Nat Commun. 2022 Sep 21;13(1):5544. doi: 10.1038/s41467-022-33191-2.

DOI:10.1038/s41467-022-33191-2

PMID:36130968

原文链接:https://pmc.ncbi.nlm.nih.gov/articles/PMC9492681/

Abstract

Engineered living materials (ELMs) embed living cells in a biopolymer matrix to create materials with tailored functions. While bottom-up assembly of macroscopic ELMs with a de novo matrix would offer the greatest control over material properties, we lack the ability to genetically encode a protein matrix that leads to collective self-organization. Here we report growth of ELMs from Caulobacter crescentus cells that display and secrete a self-interacting protein. This protein formed a de novo matrix and assembled cells into centimeter-scale ELMs. Discovery of design and assembly principles allowed us to tune the composition, mechanical properties, and catalytic function of these ELMs.

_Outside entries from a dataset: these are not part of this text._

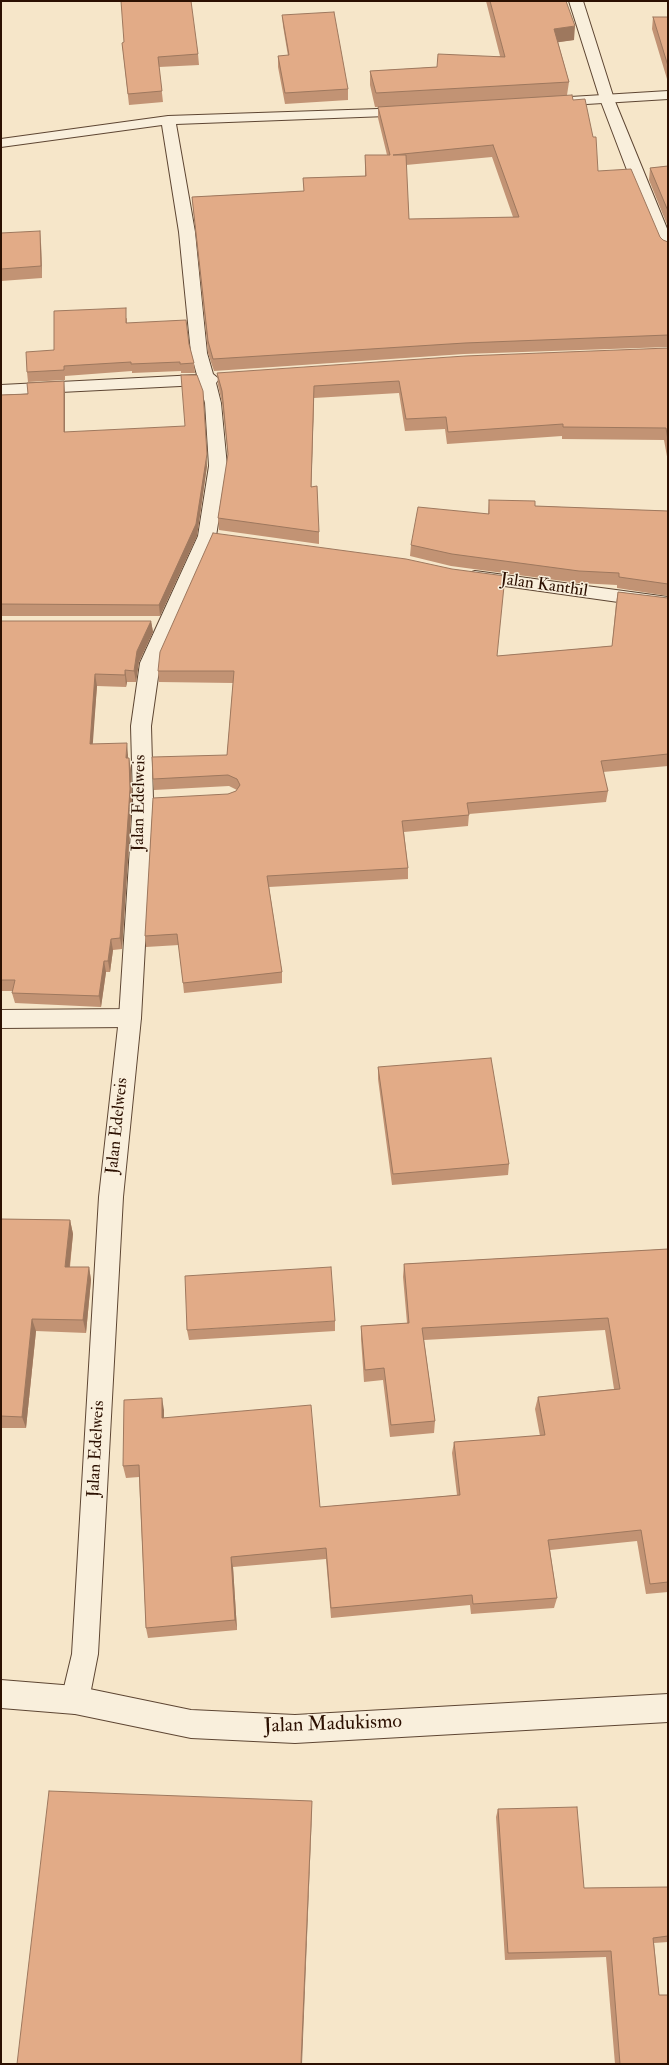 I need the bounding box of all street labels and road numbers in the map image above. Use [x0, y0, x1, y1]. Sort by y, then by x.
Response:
street label: Jalan Kanthil [499, 570, 589, 602]
street label: Jalan Edelweis [129, 754, 151, 852]
street label: Jalan Edelweis [103, 1077, 133, 1175]
street label: Jalan Edelweis [84, 1400, 110, 1498]
street label: Jalan Madukismo [264, 1711, 402, 1739] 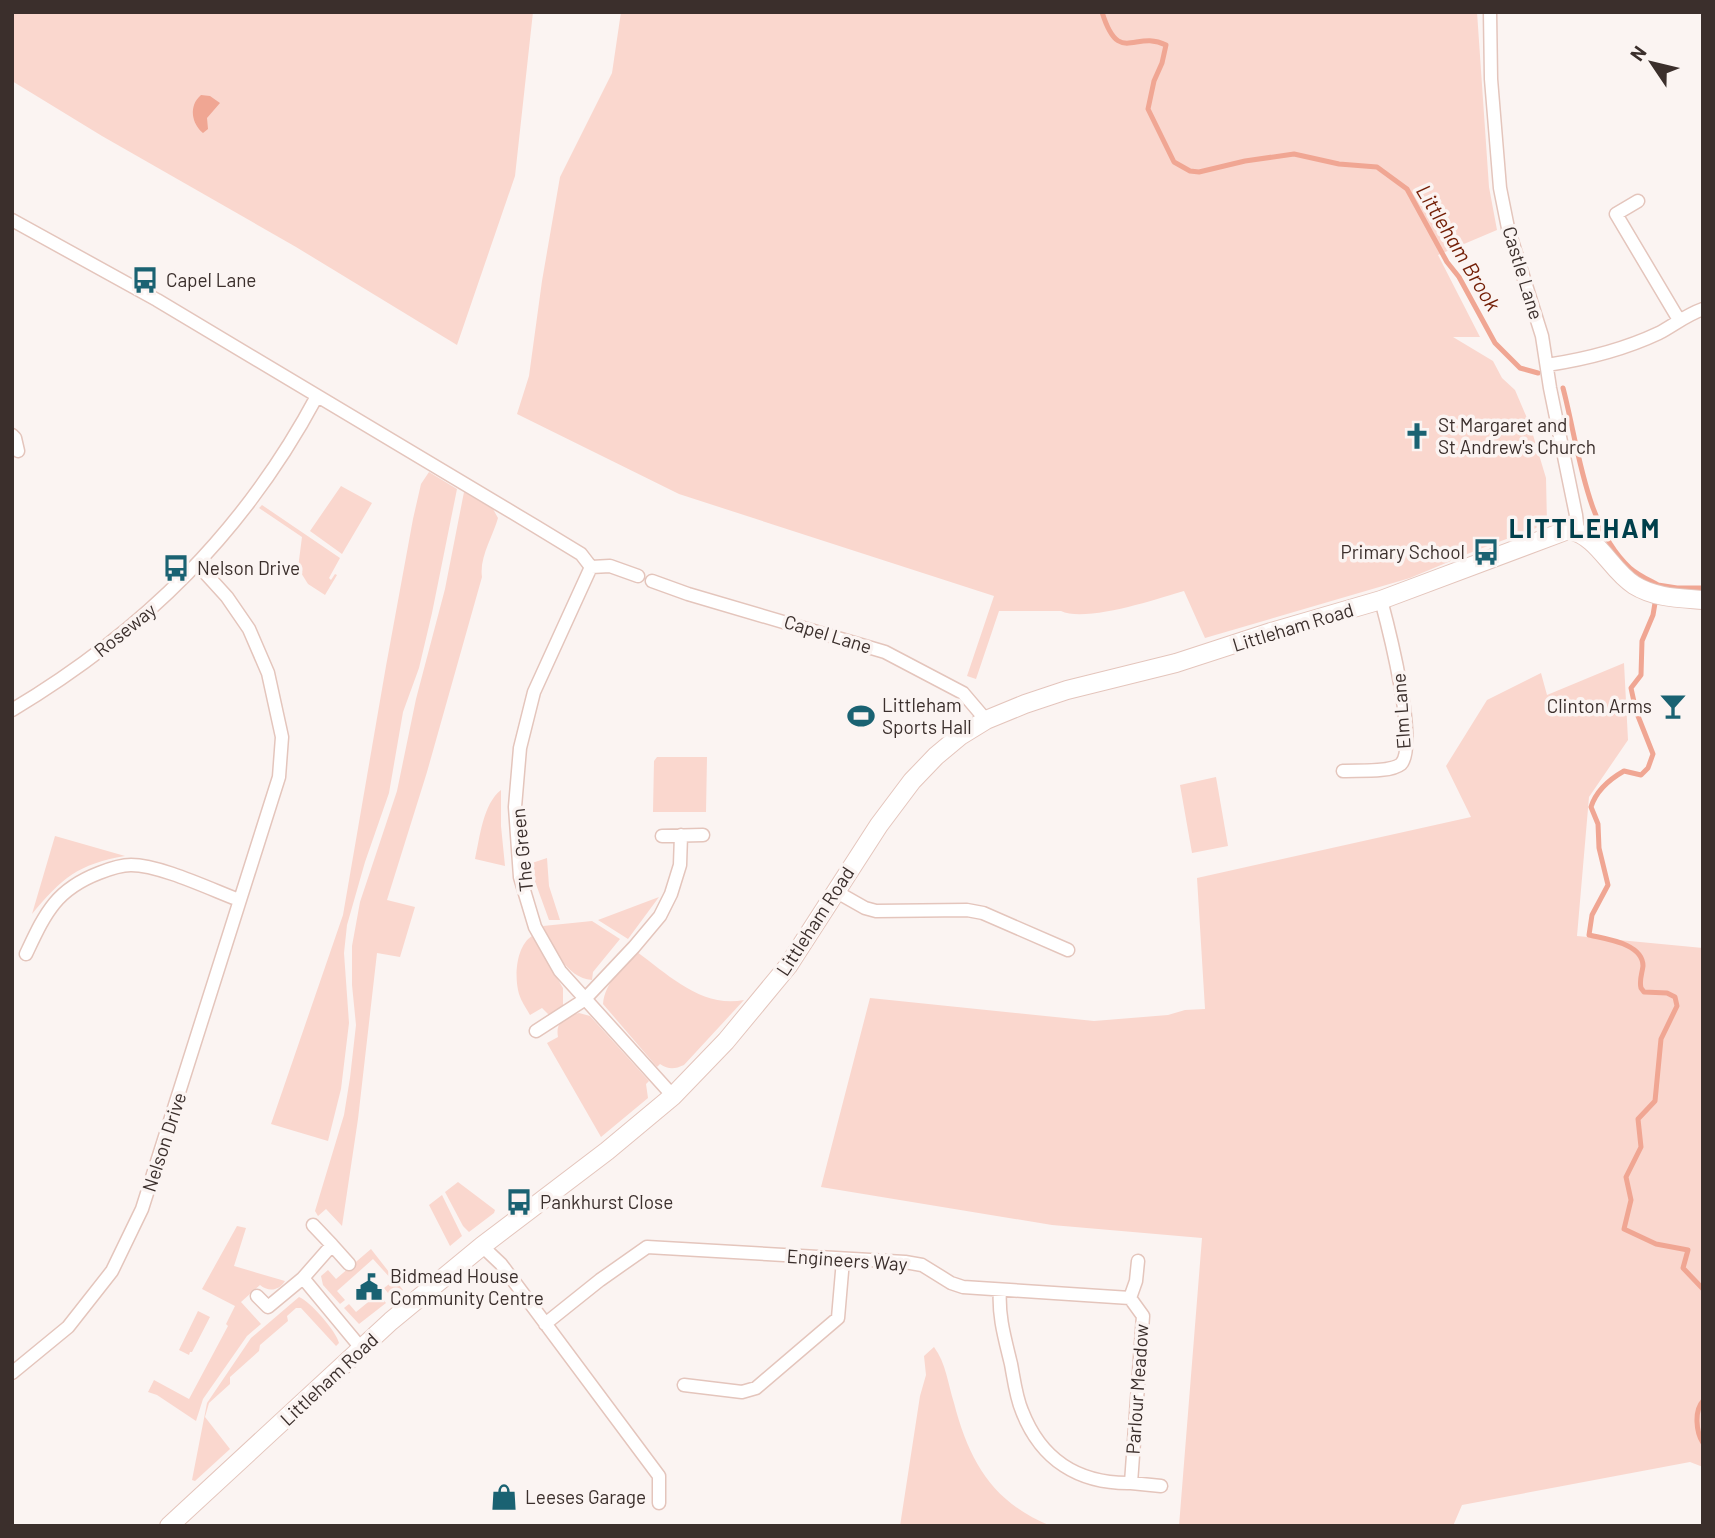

This work provides genetic tools, design and assembly rules, and a platform for growing ELMs with control over both matrix and cellular structure and function.

摘要

工程化活体材料（ELMs）将活细胞嵌入生物聚合物基质中，以创造具有定制功能的材料。虽然使用从头开始的基质进行宏观 ELMs 的自下而上组装可以对材料特性进行最大程度的控制，但我们缺乏对遗传编码可导致集体自组织的蛋白质基质的能力。在这里，我们报告了能够展示和分泌自我相互作用蛋白的新月柄杆菌细胞中 ELMs 的生长情况。该蛋白形成了一种新的基质，并将细胞组装成厘米级的 ELMs。对设计和组装原理的发现使我们能够调整这些 ELMs 的组成、机械性能和催化功能。这项工作提供了遗传工具、设计和组装规则，以及一个具有对基质和细胞结构和功能进行控制的 ELMs 生长平台。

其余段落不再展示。